[Stored data entries]
※ ※ ※

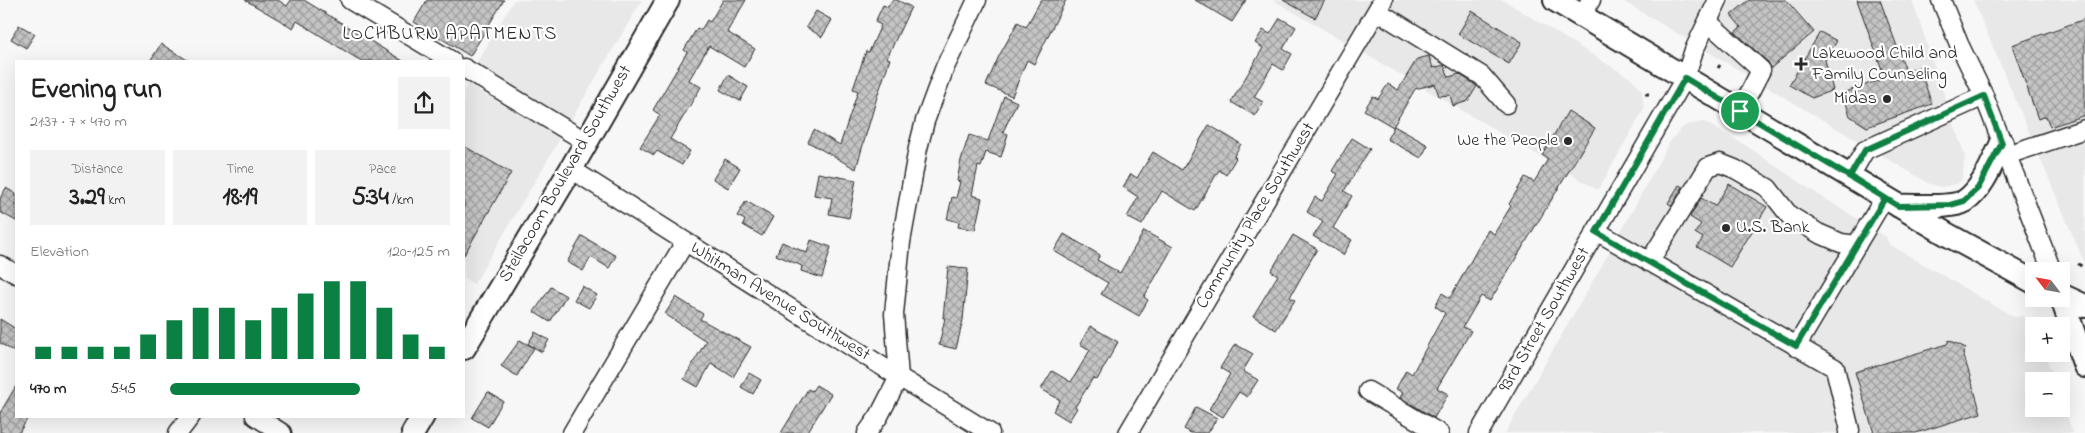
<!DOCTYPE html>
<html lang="en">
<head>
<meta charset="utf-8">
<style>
	body { margin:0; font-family:"Indie Flower",sans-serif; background:#f2f2f2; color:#222; height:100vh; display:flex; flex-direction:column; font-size:19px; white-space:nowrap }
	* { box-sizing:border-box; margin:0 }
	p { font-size:16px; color:#767676 }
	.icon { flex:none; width:28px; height:28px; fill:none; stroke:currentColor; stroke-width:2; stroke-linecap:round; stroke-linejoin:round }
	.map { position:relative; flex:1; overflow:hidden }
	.side { position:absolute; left:15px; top:60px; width:450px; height:358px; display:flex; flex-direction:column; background:#fff; border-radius:0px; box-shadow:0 5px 20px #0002 }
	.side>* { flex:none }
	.needle { width:32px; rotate:301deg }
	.tools { position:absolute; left:2025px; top:262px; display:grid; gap:10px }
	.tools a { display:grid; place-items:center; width:45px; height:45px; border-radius:0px; background:#fff; box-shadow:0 5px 20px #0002; font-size:25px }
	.pin { position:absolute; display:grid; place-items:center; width:42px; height:42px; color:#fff; margin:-21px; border:2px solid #fff; border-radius:50%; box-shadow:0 1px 5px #0007 }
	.round { display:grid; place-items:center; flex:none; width:52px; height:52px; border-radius:0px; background:#f2f2f2 }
	.headline { display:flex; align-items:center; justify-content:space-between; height:85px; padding:0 15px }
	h1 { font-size:28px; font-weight:800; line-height:38px }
	.metrics { display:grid; grid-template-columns:repeat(3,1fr); gap:8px; height:85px; padding:5px 15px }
	.metrics div { display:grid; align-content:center; border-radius:0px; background:#f2f2f2; text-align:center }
	.metrics b { font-size:25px; font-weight:800 }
	.metrics small { font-size:14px; font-weight:400 }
	.metrics p { font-size:14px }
	.chart { height:140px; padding:10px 15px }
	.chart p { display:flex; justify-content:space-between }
	.chart svg { width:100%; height:90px; margin-top:5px; stroke:#0b8043; stroke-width:6 }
	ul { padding:0 15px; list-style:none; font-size:16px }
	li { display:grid; grid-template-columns:80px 60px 1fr; align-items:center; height:38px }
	li i { height:12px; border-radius:6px; background:#0b8043 }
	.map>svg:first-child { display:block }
</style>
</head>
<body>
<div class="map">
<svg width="2085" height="433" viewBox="0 0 2085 433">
	<defs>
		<pattern id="building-cross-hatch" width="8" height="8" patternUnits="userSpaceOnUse" patternTransform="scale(1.25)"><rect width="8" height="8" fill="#c4c4c4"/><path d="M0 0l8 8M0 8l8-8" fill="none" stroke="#9f9f9f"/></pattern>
	</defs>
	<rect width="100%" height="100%" fill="#f7f7f7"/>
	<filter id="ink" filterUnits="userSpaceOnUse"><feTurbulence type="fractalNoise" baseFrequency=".02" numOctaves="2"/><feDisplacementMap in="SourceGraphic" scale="10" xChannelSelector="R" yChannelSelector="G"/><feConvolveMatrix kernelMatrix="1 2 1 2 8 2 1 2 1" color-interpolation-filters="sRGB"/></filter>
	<g filter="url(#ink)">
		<path fill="#e8e8e8" d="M 514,0 L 642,0 L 571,120 L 476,64 Z
			M 1273,0 L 1503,0 L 1635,81 L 1642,91 L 1644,109 L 1598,190 Z
			M 1621,0 L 1912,0 L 1965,156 L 1962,179 L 1957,184 L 1941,187 L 1930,184 Z
			M 1973,0 L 2085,0 L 2085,264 Z
			M 468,84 L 560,139 L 474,284 L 464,278 L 464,91 Z
			M 1704,122 L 1745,145 L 1808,188 L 1886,237 L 1889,244 L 2014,317 L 2024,316 L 2034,327 L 2034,354 L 2045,354 L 2055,381 L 2034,381 L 2034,409 L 2061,409 L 2061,397 L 2073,433 L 1505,433 L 1616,241 L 1669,143 L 1678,132 L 1686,125 Z"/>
		<path fill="url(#building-cross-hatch)" stroke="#2b2b2b" d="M 245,0 L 278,0 L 287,6 L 291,0 L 304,0 L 403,61 L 361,61 L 297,21 L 293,28 Z
			M 427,0 L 504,0 L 470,56 L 414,22 Z
			M 723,0 L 746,0 L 727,32 L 755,49 L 744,67 L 709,46 L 689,80 L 701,87 L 670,139 L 690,151 L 682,165 L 657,151 L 654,155 L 640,147 L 660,115 L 653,110 L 687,52 L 684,50 L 697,28 L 701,30 L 707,20 L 710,22 Z
			M 892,0 L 897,0 L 911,7 L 887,58 L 890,59 L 877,97 L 856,169 L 808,142 L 814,130 L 840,145 L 858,91 L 853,89 L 866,51 L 869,52 L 881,25 L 875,22 L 883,5 L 888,7 Z
			M 1041,0 L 1066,0 L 1034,64 L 1027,60 L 1012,96 L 986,85 L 999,56 L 1018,22 L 1026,27 Z
			M 1195,0 L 1246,0 L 1232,22 Z
			M 1283,0 L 1325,0 L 1315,18 Z
			M 1749,0 L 1786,0 L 1814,32 L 1771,68 L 1768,62 L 1735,32 L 1741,27 L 1731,15 Z
			M 1857,0 L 1880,0 L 1906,71 L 1919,67 L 1932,104 L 1867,127 L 1850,116 L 1843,93 L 1885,78 Z
			M 816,11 L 832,20 L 822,37 L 806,27 Z
			M 1472,11 L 1522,42 L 1509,64 L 1458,34 Z
			M 1280,18 L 1296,27 L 1283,49 L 1292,54 L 1283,70 L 1273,64 L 1254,97 L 1263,102 L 1255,116 L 1231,102 L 1263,48 L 1255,43 L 1263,30 L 1270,34 Z
			M 2085,19 L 2085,115 L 2050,127 L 2046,116 L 2038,119 L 2012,45 Z
			M 19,25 L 35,34 L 26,48 L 11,39 Z
			M 1820,32 L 1837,41 L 1825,60 L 1833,90 L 1812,98 L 1789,85 Z
			M 161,44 L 189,61 L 150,61 Z
			M 1429,56 L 1433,68 L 1444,65 L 1449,77 L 1459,74 L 1477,86 L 1468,101 L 1453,106 L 1450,95 L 1439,96 L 1435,84 L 1415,89 L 1393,127 L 1364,110 L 1373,96 L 1378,99 L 1388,84 L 1398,90 L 1417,59 Z
			M 728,75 L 748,87 L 740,101 L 720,90 Z
			M 1004,96 L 1017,102 L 1003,132 L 1008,134 L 1001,157 L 986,152 L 981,167 L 978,166 L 972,195 L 982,198 L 975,230 L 958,227 L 959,222 L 947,219 L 952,197 L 956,198 L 960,182 L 957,181 L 961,160 L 969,135 L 988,141 Z
			M 1568,111 L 1595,128 L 1490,301 L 1481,296 L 1463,327 L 1471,331 L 1437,388 L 1448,394 L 1434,418 L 1400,397 L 1403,393 L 1396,389 L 1406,370 L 1412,374 L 1445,313 L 1435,306 L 1442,293 L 1450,298 L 1488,230 L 1494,234 L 1511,206 L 1509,204 L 1525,177 L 1534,182 L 1548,159 L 1542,155 Z
			M 1209,125 L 1241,144 L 1234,156 L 1236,158 L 1226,175 L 1219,170 L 1195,211 L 1162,191 L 1142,225 L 1127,217 L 1138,197 L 1123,187 L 1131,174 L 1137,178 L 1153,152 L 1182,170 Z
			M 1394,126 L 1428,145 L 1421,158 L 1387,139 Z
			M 1352,138 L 1370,149 L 1344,191 L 1352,196 L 1333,228 L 1352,240 L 1343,255 L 1313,236 L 1323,222 L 1307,212 L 1315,197 L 1322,201 L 1338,174 L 1332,171 Z
			M 464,146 L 511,173 L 464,255 Z
			M 725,159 L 740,168 L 728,188 L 713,179 Z
			M 818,173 L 856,180 L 849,218 L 829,214 L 832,198 L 814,195 Z
			M 1729,184 L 1767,207 L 1730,267 L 1697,247 L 1703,238 L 1695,233 L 1701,224 L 1690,217 L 1701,198 L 1715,206 Z
			M 1679,185 L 1683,187 L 1672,206 L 1668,203 Z
			M 6,188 L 16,194 L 16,221 L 0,212 L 0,198 Z
			M 746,201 L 773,217 L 762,236 L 743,225 L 745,220 L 737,216 Z
			M 1144,231 L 1173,247 L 1144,297 L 1148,300 L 1139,316 L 1101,294 L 1108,283 L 1054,251 L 1064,234 L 1100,255 L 1097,260 L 1120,273 Z
			M 1293,235 L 1317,249 L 1290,297 L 1295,300 L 1276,330 L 1253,316 L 1278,275 L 1271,271 Z
			M 582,236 L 616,256 L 609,268 L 591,257 L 583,271 L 567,262 Z
			M 811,240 L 831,247 L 822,278 L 801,271 L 802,266 L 776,255 L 782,242 L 807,253 Z
			M 948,267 L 968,269 L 963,320 L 956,349 L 939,345 L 945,318 L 943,318 Z
			M 582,286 L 597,295 L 589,308 L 574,300 Z
			M 551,287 L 566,296 L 550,322 L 534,312 Z
			M 676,297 L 703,314 L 700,319 L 751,347 L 733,377 L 711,363 L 698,387 L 684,379 L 706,341 L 665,314 Z
			M 0,319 L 16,329 L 16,353 L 0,343 Z
			M 1090,326 L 1118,342 L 1097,380 L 1093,378 L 1075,407 L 1077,408 L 1069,421 L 1053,411 L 1060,400 L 1041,389 L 1052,371 L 1071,382 L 1090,350 L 1080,344 Z
			M 535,332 L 549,340 L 542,352 L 528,344 Z
			M 520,340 L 534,348 L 517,376 L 501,366 Z
			M 1949,340 L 1966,348 L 1963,353 L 1981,413 L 1916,433 L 1874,433 L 1855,372 L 1947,344 Z
			M 1235,344 L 1253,354 L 1243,371 L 1258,380 L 1247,397 L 1239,392 L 1223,417 L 1209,409 L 1230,374 L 1220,368 Z
			M 749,373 L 761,380 L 753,394 L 741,387 Z
			M 816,385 L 831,394 L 807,433 L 781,433 L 808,389 L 812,391 Z
			M 16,386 L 16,416 L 29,416 L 19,433 L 0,433 L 0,413 Z
			M 488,392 L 503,401 L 488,427 L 472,418 Z
			M 1196,407 L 1217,418 L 1208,433 L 1191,433 L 1184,429 Z"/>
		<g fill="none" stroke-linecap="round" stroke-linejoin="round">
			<g stroke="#2b2b2b" stroke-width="21">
				<path id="minor" d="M 350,0 L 452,61
					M 1941,0 L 1959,44 L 1984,96 L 2052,271
					M 1377,11 L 1482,76 L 1506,104
					M 1581,16 L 1591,0
					M 1708,22 L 1761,70 L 1740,111
					M 464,68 L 585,141
					M 2007,155 L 2085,129
					M 571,169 L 899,377 L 990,433
					M 1850,176 L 1865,150 L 1984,96
					M 1596,231 L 1835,368 L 1850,430 L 1848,433
					M 1649,262 L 1708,167 L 1720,163 L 1735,169 L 1768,188 L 1789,215 L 1818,233 L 1841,243 L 1857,245
					M 0,265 L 16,274
					M 1796,347 L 1885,197
					M 1368,391 L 1439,433
					M 255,416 L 282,433
					M 178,433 L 191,416
					M 572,433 L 685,242
					M 867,433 L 879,416 L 899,377 L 894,314 L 901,242 L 918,148 L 925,121 L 945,67 L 977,0
					M 1128,433 L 1383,0
					M 1479,433 L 1685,78 L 1694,50 L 1718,0"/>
			</g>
			<g stroke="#2b2b2b" stroke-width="26">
				<path id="major" d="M 1555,0 L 1948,235 L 2034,282
					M 1899,206 C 1916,205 1951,209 1965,201 C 1983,189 1993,161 2002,143
					M 2061,295 L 2085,306
					M 2061,296 L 2085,366
					M 464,348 L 571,169 L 668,0
					M 413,433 L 423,416"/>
			</g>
			<path stroke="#2b2b2b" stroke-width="3" stroke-dasharray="4 4" stroke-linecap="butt" d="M 1718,68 L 1720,65
				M 1645,94 L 1649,94
				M 2078,264 L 2083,267"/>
			<use href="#minor" stroke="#fff" stroke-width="18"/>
			<use href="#major" stroke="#fff" stroke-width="22"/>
		</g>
	</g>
	<g fill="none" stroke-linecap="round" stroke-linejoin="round" filter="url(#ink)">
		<g stroke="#fff" stroke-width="10">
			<path id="route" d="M 1740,111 L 1685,78 L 1596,232 L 1796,346 L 1885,198 L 1850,176 L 1865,150 L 1984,96 L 2002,143 L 1978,188 L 1964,201 L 1950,205 L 1898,206 L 1885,198 L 1740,111"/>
		</g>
		<use href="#route" stroke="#0b8043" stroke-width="6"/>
	</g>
	<g fill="#2b2b2b" stroke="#fff" stroke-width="2">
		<path d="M1798.5 56.5h5v5h5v5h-5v5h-5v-5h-5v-5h5z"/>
		<circle cx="1887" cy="99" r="5"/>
		<circle cx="1568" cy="141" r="5"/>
		<circle cx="1726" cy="228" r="5"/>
	</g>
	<g text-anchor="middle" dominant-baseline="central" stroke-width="4.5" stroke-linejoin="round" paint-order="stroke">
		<g font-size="18" fill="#2b2b2b" stroke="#fff" text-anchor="start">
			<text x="1812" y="54">Lakewood Child and<tspan x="1812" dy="21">Family Counseling</tspan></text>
			<text x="1877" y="99" text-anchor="end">Midas</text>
			<text x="1558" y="141" text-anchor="end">We the People</text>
			<text x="1736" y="228">U.S. Bank</text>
		</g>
		<g font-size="18" fill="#2b2b2b" stroke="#fff">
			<text transform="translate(566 174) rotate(-60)">Steilacoom Boulevard Southwest</text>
			<text transform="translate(1256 216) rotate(-59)">Community Place Southwest</text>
			<text transform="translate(780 302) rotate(32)">Whitman Avenue Southwest</text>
			<text transform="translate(1545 320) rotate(-60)">93rd Street Southwest</text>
		</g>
		<g font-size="19" letter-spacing="1" fill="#2b2b2b" stroke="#fff">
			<text x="450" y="34">LOCHBURN APATMENTS</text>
		</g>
	</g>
</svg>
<div class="tools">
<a><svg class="needle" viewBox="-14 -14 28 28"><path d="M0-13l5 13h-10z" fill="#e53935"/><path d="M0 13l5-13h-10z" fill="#767676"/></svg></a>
<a>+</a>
<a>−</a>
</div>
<div class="pin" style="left:1740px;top:111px;background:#1e9e55"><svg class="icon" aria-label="arrive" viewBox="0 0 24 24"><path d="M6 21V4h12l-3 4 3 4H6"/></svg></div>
<section class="side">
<div class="headline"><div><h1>Evening run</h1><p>21:37 · 7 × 470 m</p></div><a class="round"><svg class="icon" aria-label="share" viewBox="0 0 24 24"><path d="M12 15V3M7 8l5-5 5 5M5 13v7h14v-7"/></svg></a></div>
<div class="metrics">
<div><p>Distance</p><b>3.29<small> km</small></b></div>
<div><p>Time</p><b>18:19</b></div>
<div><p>Pace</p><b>5:34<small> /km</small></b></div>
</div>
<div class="chart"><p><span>Elevation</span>120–125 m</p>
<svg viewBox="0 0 160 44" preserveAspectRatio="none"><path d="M5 44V38M15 44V38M25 44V38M35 44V38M45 44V32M55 44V25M65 44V19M75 44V19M85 44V25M95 44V19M105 44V12M115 44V6M125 44V6M135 44V19M145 44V32M155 44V38"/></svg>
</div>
<ul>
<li><b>470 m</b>5:45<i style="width:68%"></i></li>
</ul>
</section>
</div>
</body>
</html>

※ ※ ※

*What the task asks*.
Could you print, exactly and with nothing else, the lines from the one containing "run</h1><p>21:37 · 7" through the last line of the records above?

*Output for this exercise*.
<div class="headline"><div><h1>Evening run</h1><p>21:37 · 7 × 470 m</p></div><a class="round"><svg class="icon" aria-label="share" viewBox="0 0 24 24"><path d="M12 15V3M7 8l5-5 5 5M5 13v7h14v-7"/></svg></a></div>
<div class="metrics">
<div><p>Distance</p><b>3.29<small> km</small></b></div>
<div><p>Time</p><b>18:19</b></div>
<div><p>Pace</p><b>5:34<small> /km</small></b></div>
</div>
<div class="chart"><p><span>Elevation</span>120–125 m</p>
<svg viewBox="0 0 160 44" preserveAspectRatio="none"><path d="M5 44V38M15 44V38M25 44V38M35 44V38M45 44V32M55 44V25M65 44V19M75 44V19M85 44V25M95 44V19M105 44V12M115 44V6M125 44V6M135 44V19M145 44V32M155 44V38"/></svg>
</div>
<ul>
<li><b>470 m</b>5:45<i style="width:68%"></i></li>
</ul>
</section>
</div>
</body>
</html>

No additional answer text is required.